RETURN_LONG(number);
}
/* }}} */


A bit of digging reveals that php_rand is just a wrapper to the system's random() function. Okay, so what exactly is RAND_RANGE?

//ext/standard/php_rand.h:43-44
#define RAND_RANGE(__n, __min, __max, __tmax) \
(__n) = (__min) + (long) ((double) ( (double) (__max) - (__min) + 1.0) \
* ((__n) / ((__tmax) + 1.0)))

Wow, that is some ugly code.

Python's default random generator uses Mersenne Twister, which is an excellent choice for any application outside of cryptography. Here's code that replicates Bo's experiment, including a re-implementation of php's broken rand() function.


import PIL.Image, random, time

class MsftRand(random.Random):
'''This is equivalent to rand() and srand() on the Windows platform'''
state = 0
def __init__(self): # constructor method
self.state = int(time.time()) # seconds since the epoch
def seed(self,s):
self.state = s
def setstate(self,s):
self.state = s
def getstate(self):
return self.state
def random(self): # returns a float [0,1)
self.state = (self.state * 214013 + 2531011) % 2**32
return float((self.state >> 16) & 0x7fff) / 2**15

class bogoRand(MsftRand):
'''This replicates how PHP does randint()'''
def randint(self, a, b):
self.state = (self.state * 214013 + 2531011) % 2**32
return a + int(float((float(b-a+1)*((self.state&0x7fff)/((1<<15)+1.0)))))
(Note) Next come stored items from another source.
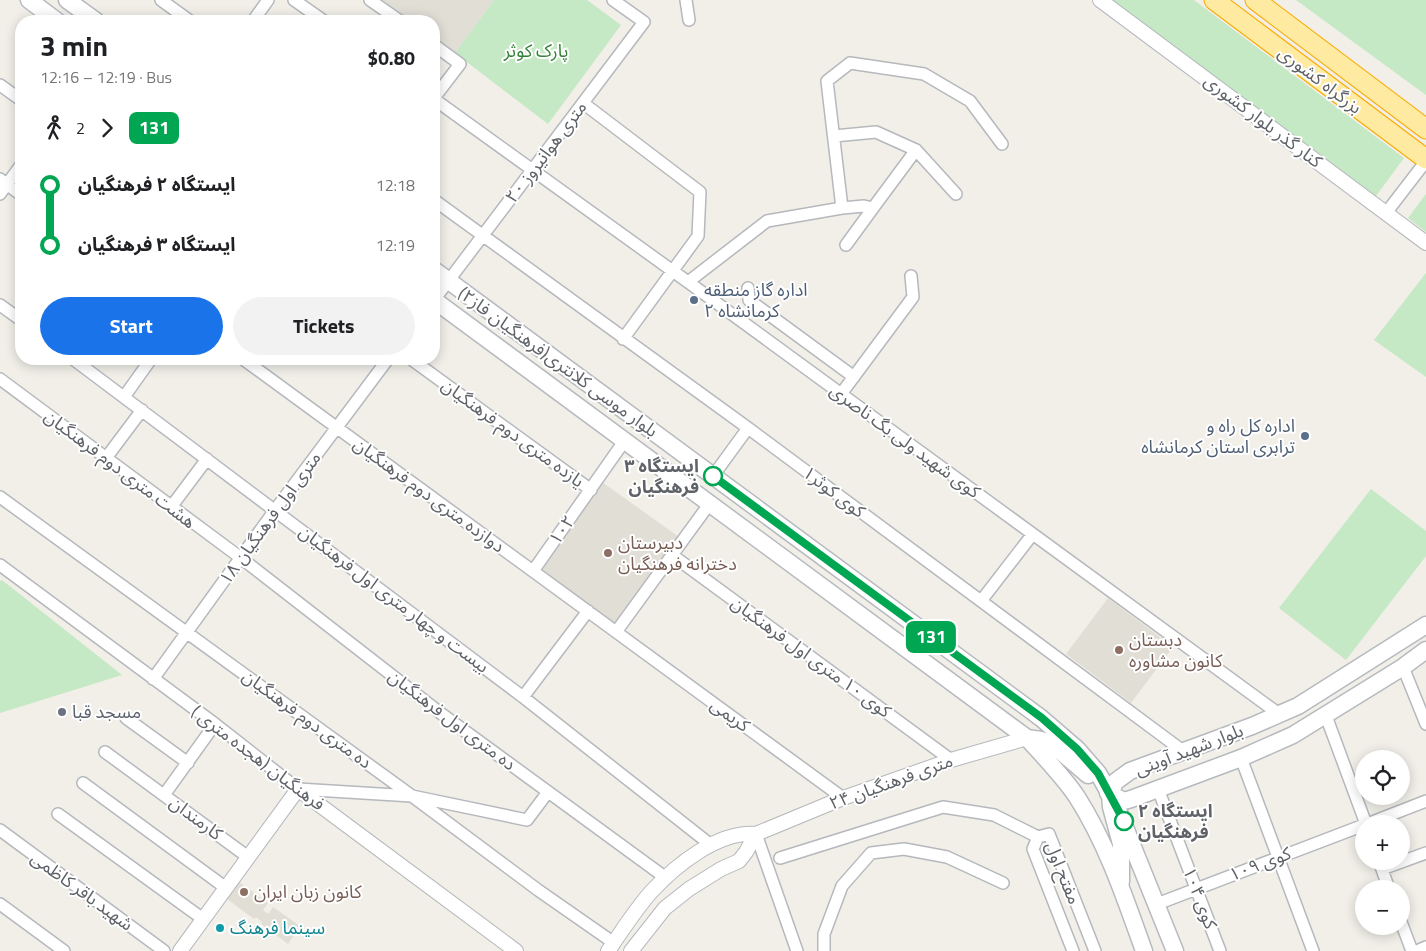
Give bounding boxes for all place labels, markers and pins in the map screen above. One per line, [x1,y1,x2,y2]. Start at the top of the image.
place label: اداره گاز منطقه ۲ کرمانشاه [704,276,808,324]
marker: اداره گاز منطقه ۲ کرمانشاه [688,294,700,306]
place label: اداره کل راه و ترابری استان کرمانشاه [1141,412,1295,460]
marker: اداره کل راه و ترابری استان کرمانشاه [1299,430,1311,442]
place label: ایستگاه ۳ فرهنگیان [624,452,699,500]
marker: ایستگاه ۳ فرهنگیان [703,466,723,486]
place label: دبیرستان دخترانه فرهنگیان [618,529,737,577]
marker: دبیرستان دخترانه فرهنگیان [602,547,614,559]
place label: دبستان کانون مشاوره [1129,626,1223,674]
marker: دبستان کانون مشاوره [1113,644,1125,656]
place label: مسجد قبا [72,698,141,725]
marker: مسجد قبا [56,706,68,718]
place label: ایستگاه ۲ فرهنگیان [1138,797,1213,845]
marker: ایستگاه ۲ فرهنگیان [1114,811,1134,831]
place label: کانون زبان ایران [254,878,362,905]
marker: کانون زبان ایران [238,886,250,898]
place label: سینما فرهنگ [230,914,325,941]
marker: سینما فرهنگ [214,922,226,934]

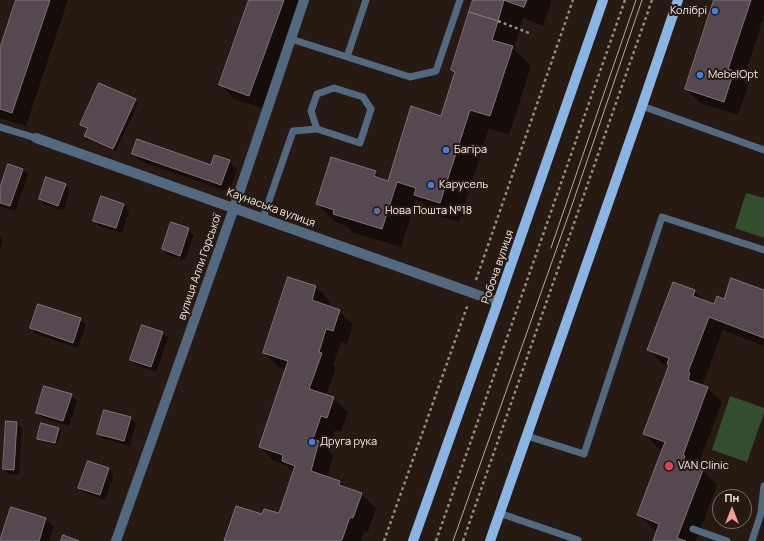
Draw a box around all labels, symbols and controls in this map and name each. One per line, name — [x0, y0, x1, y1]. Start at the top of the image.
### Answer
place label: Колібрі — [670, 4, 707, 18]
marker: Колібрі — [710, 6, 720, 16]
place label: MebelOpt — [708, 68, 758, 82]
marker: MebelOpt — [695, 70, 705, 80]
place label: Багіра — [454, 143, 487, 157]
marker: Багіра — [441, 145, 451, 155]
place label: Карусель — [439, 178, 488, 192]
marker: Карусель — [426, 180, 436, 190]
street label: Каунаська вулиця — [225, 186, 317, 230]
place label: Нова Пошта №18 — [385, 204, 472, 218]
marker: Нова Пошта №18 — [372, 206, 382, 216]
street label: вулиця Алли Горської — [176, 212, 224, 322]
street label: Робоча вулиця — [479, 228, 517, 306]
place label: Друга рука — [320, 435, 377, 449]
marker: Друга рука — [307, 437, 317, 447]
place label: VAN Clinic — [678, 459, 729, 473]
marker: VAN Clinic — [663, 460, 675, 472]
north arrow — [712, 489, 752, 529]
text: Пн — [725, 490, 739, 505]

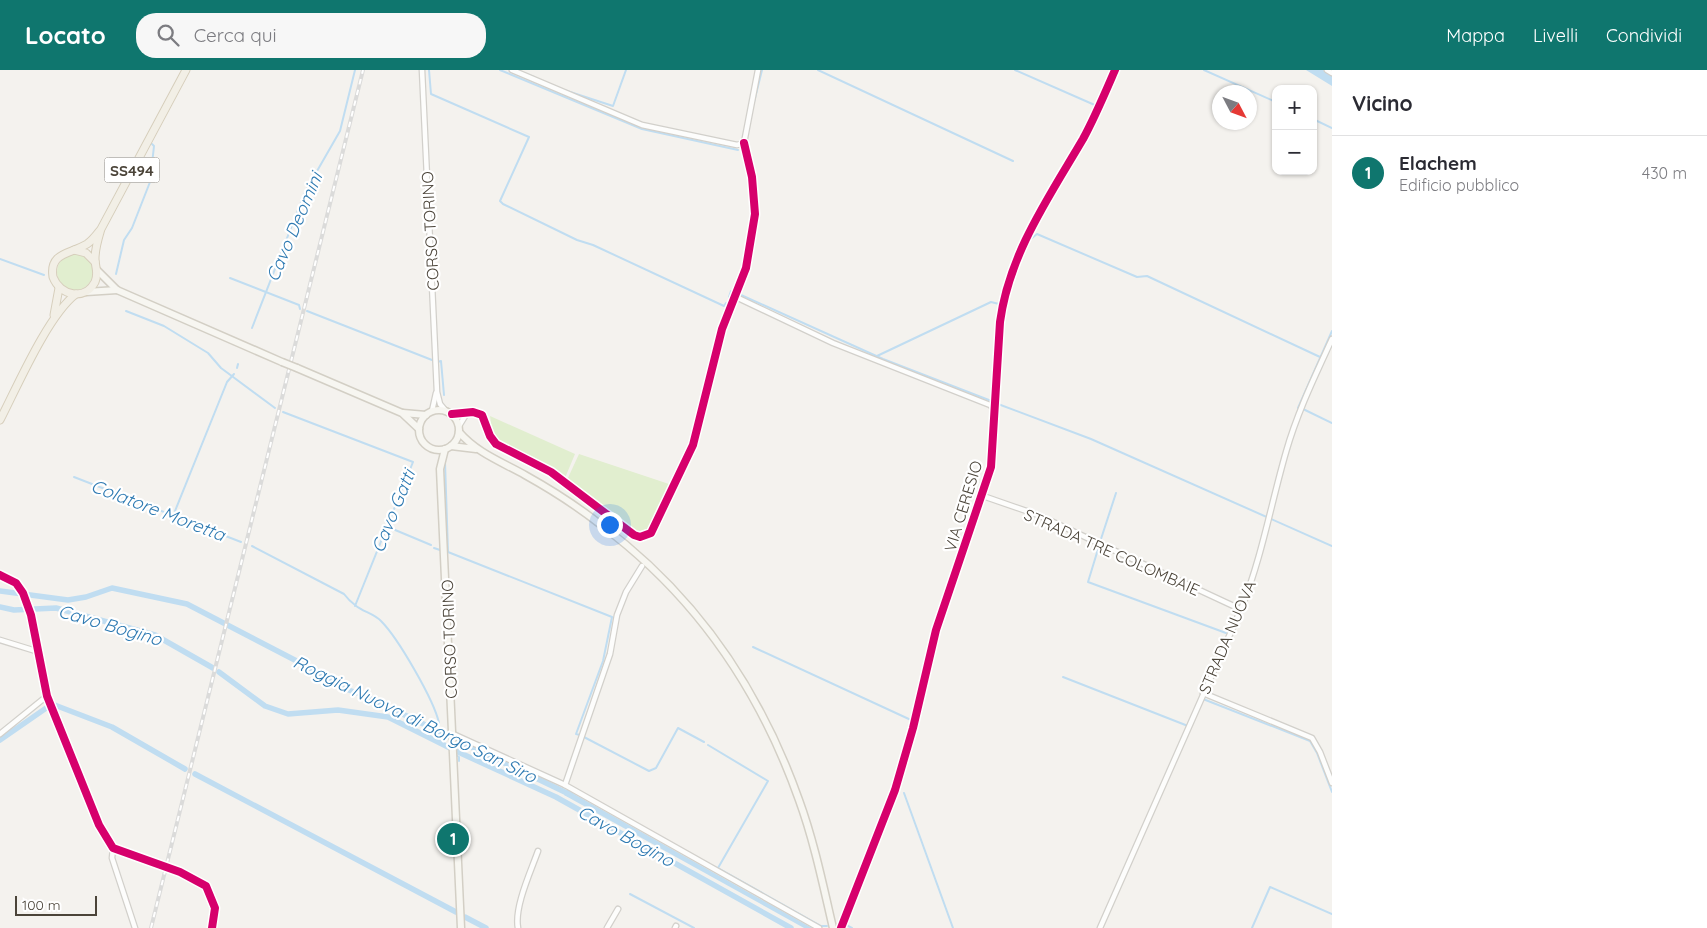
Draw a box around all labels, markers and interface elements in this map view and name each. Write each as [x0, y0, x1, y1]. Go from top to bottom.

image = PIL.Image.new("1",(512,512)) # Creates a 512x512 bitmap

# creates a list of different RNG objects and names
rand_mapping = [ (MsftRand(), "Microsoft"),
(random.Random(), "Mersenne"),
(bogoRand(), "bogoRand") ]

for rnd, name in rand_mapping:
for y in xrange(512):
for x in xrange(512):
image.putpixel((x,y), rnd.randint(0,1))
image.save("random_"+name+".png")

This will create three images when you run it--random_Mersenne.png, which uses Python's default random generator and randint() implementations, random_Microsoft.png, which uses the Windows LCG and Python's randint() implementation, and random_bogoRand.png, which uses the Windows LCG and PHP's randint() implementation.

Here's what random_bogoRand.png looks like:

This doesn't look exactly like Bo's image, as I probably didn't exactly replicate all the quirks of PHP's RAND_RANGE macro. I could be using the wrong LCG as well.

The other two images have no patterns obvious to the eye. How does Python do randint()?

from Lib/rand.py:

def randint(self, a, b):
"""Return random integer in range [a, b], including both end points.
"""
return self.randrange(a, b+1)
def randrange(self, start, stop):
#I'm paraphrasing here, it does checks to make sure the arguments
# are integers and other sanity stuff
return start + int(self.random() * (stop - start))

It's not that PRNGs are visibly flawed, it's that PHP has a terrible method of generating a random range.

Labels: , , ,

9 Comments:

Blogger Bo said...

Wow, excellent follow-up! I appreciate the time you spent looking into the details of this.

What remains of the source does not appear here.